» **EXERCISE**
Nothing but a number should be given: how many lines of the records include "Ferretería"?

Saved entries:
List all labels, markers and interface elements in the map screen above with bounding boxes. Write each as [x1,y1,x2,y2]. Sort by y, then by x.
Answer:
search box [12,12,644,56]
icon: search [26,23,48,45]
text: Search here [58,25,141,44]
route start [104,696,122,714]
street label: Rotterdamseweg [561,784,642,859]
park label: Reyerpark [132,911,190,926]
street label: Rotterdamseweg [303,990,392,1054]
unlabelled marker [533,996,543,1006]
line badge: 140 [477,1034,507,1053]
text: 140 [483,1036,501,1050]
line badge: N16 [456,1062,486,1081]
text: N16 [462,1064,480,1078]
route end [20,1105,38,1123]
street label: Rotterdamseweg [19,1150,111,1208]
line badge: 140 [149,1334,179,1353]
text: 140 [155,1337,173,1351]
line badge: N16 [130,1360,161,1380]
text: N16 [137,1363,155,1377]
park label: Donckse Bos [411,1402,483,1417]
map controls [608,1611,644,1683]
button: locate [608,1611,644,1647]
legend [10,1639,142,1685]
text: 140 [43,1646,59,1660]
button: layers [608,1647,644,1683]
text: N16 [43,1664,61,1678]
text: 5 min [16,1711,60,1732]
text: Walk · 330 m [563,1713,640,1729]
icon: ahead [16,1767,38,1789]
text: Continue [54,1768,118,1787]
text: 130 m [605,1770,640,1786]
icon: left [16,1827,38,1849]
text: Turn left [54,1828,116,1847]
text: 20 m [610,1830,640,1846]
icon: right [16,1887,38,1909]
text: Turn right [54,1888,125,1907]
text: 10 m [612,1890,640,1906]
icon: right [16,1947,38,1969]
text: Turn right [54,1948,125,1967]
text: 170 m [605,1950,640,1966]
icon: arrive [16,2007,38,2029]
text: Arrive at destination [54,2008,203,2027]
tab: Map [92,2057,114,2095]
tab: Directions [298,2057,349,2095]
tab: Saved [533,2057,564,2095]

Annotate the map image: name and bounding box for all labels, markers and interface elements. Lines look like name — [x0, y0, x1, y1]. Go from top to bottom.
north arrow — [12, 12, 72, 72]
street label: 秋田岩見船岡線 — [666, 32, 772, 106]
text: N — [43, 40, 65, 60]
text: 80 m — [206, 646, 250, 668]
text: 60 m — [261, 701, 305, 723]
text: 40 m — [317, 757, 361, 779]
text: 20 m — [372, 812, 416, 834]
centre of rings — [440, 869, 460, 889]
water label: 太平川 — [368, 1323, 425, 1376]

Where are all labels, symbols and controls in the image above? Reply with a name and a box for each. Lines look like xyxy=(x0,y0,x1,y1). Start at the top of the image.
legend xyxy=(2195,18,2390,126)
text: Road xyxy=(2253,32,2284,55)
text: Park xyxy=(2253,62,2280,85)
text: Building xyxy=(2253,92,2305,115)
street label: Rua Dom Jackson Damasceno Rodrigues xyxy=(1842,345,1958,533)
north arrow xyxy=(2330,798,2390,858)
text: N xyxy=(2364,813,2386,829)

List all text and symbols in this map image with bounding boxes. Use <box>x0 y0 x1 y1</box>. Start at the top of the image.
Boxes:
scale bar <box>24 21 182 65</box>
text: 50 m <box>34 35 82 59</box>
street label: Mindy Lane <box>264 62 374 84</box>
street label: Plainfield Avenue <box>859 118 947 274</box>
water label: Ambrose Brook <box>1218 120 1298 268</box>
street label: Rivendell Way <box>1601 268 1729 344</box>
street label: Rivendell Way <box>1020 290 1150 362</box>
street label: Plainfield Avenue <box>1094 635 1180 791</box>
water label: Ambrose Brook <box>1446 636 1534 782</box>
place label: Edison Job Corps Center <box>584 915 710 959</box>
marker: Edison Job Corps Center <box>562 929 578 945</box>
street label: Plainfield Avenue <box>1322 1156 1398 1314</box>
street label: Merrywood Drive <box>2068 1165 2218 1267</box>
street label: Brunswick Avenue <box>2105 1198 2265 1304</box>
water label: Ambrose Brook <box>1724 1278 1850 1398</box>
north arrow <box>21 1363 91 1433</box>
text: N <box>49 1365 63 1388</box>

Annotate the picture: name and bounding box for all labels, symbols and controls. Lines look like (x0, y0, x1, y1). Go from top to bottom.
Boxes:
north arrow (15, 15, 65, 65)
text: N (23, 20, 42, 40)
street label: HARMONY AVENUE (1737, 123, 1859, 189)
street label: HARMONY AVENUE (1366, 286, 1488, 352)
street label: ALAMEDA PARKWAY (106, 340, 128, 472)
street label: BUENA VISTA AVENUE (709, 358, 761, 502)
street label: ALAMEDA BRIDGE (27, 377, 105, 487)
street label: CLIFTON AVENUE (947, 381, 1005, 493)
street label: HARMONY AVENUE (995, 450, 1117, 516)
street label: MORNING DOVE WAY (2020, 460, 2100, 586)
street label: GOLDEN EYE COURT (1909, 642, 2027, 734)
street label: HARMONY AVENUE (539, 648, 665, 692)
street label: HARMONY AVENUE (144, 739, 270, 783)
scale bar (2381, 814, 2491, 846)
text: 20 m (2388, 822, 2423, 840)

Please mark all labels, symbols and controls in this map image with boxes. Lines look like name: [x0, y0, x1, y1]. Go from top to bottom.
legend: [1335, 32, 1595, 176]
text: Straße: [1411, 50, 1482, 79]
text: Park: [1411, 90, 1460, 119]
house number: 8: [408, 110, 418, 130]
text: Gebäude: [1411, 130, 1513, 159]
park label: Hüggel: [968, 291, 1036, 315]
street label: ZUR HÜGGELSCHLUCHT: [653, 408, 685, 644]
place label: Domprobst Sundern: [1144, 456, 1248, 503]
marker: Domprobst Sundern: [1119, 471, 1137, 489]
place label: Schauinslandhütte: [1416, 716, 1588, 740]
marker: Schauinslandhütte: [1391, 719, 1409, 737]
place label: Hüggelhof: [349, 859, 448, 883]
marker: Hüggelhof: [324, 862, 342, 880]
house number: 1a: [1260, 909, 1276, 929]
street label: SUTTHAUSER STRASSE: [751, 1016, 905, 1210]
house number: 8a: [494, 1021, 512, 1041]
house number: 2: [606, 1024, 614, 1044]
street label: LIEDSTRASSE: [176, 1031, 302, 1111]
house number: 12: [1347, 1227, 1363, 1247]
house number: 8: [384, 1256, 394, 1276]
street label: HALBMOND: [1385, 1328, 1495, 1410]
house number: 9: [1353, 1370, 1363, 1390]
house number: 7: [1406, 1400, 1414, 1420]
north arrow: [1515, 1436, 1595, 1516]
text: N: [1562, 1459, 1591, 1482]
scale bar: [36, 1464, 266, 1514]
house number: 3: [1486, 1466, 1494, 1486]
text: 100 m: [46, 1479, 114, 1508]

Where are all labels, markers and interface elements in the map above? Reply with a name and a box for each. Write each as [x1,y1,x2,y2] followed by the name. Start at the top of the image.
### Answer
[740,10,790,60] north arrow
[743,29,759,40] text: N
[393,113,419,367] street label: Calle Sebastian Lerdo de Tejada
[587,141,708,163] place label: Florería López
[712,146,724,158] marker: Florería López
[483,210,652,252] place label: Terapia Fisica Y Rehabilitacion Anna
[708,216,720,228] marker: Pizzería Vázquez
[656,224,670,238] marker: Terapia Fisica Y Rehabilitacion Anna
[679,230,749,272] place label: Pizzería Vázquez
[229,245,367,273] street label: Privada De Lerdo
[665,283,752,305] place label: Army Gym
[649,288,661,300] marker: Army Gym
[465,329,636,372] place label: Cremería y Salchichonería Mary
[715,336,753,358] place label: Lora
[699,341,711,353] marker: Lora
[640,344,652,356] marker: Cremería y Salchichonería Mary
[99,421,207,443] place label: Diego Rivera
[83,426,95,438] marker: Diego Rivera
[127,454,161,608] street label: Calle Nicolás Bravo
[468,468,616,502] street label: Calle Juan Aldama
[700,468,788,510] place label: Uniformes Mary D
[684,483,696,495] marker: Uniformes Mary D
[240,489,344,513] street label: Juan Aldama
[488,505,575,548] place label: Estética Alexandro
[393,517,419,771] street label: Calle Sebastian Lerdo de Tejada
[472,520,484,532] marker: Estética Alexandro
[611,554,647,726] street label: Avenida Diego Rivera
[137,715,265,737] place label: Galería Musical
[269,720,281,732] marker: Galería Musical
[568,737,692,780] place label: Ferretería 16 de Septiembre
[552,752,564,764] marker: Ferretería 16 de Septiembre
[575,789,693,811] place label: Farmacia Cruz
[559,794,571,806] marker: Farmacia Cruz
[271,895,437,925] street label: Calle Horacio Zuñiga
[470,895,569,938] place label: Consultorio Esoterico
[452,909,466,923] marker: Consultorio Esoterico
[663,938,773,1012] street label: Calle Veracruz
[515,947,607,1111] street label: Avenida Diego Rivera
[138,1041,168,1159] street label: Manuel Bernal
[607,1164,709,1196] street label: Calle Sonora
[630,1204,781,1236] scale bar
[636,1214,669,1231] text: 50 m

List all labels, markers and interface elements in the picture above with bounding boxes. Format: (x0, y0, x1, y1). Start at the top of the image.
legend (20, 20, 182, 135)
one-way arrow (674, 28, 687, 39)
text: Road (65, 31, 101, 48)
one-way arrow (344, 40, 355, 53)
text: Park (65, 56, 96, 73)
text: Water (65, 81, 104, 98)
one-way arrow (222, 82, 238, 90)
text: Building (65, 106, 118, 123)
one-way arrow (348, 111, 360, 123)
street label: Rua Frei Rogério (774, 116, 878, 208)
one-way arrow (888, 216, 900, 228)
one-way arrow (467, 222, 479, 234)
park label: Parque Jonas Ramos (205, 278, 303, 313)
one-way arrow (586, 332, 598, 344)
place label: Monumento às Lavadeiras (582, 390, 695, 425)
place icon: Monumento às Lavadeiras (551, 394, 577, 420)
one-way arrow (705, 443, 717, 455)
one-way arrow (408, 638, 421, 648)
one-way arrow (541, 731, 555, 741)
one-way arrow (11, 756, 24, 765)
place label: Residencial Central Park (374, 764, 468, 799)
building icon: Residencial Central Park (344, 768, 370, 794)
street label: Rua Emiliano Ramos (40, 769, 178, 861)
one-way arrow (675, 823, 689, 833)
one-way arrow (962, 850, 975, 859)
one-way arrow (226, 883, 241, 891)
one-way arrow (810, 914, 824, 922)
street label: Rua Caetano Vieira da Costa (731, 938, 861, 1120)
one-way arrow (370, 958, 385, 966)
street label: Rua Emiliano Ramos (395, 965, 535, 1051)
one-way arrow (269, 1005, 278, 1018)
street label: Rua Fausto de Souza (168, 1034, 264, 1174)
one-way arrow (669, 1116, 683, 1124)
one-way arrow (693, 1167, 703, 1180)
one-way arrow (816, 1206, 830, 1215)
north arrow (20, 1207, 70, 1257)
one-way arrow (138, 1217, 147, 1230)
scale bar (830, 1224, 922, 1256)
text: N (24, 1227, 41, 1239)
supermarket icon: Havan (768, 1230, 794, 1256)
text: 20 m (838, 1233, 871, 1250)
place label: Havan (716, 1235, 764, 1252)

» **RESULT**
2